### Instructions to follow
The only thing to send back is the number of lines below that hold the string "chip".
Start of Input
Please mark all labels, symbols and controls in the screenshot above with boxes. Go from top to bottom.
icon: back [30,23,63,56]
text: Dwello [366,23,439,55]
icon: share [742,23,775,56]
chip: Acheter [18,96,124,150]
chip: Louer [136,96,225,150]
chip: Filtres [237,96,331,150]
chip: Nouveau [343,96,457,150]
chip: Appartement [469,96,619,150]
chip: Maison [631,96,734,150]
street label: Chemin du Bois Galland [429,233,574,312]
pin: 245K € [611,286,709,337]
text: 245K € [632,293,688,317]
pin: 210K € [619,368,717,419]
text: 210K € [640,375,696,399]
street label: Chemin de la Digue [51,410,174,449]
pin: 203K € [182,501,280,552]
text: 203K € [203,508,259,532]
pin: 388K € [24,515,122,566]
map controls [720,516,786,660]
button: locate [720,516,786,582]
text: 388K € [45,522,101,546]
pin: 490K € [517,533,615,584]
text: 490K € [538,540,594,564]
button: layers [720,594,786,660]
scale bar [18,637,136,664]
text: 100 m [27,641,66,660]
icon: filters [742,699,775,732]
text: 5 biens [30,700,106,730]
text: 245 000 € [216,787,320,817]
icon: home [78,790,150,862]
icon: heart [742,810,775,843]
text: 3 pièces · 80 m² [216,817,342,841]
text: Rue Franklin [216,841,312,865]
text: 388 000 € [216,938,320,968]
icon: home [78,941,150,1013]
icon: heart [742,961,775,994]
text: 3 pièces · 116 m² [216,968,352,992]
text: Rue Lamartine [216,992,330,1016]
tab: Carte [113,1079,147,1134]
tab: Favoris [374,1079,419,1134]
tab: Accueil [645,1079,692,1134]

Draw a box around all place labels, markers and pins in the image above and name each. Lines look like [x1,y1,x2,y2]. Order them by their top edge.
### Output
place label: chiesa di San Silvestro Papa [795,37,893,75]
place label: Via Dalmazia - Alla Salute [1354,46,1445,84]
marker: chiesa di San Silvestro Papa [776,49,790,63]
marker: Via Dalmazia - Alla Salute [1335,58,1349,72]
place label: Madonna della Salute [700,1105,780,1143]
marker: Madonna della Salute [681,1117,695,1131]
End of Input
### Response to this exercise
6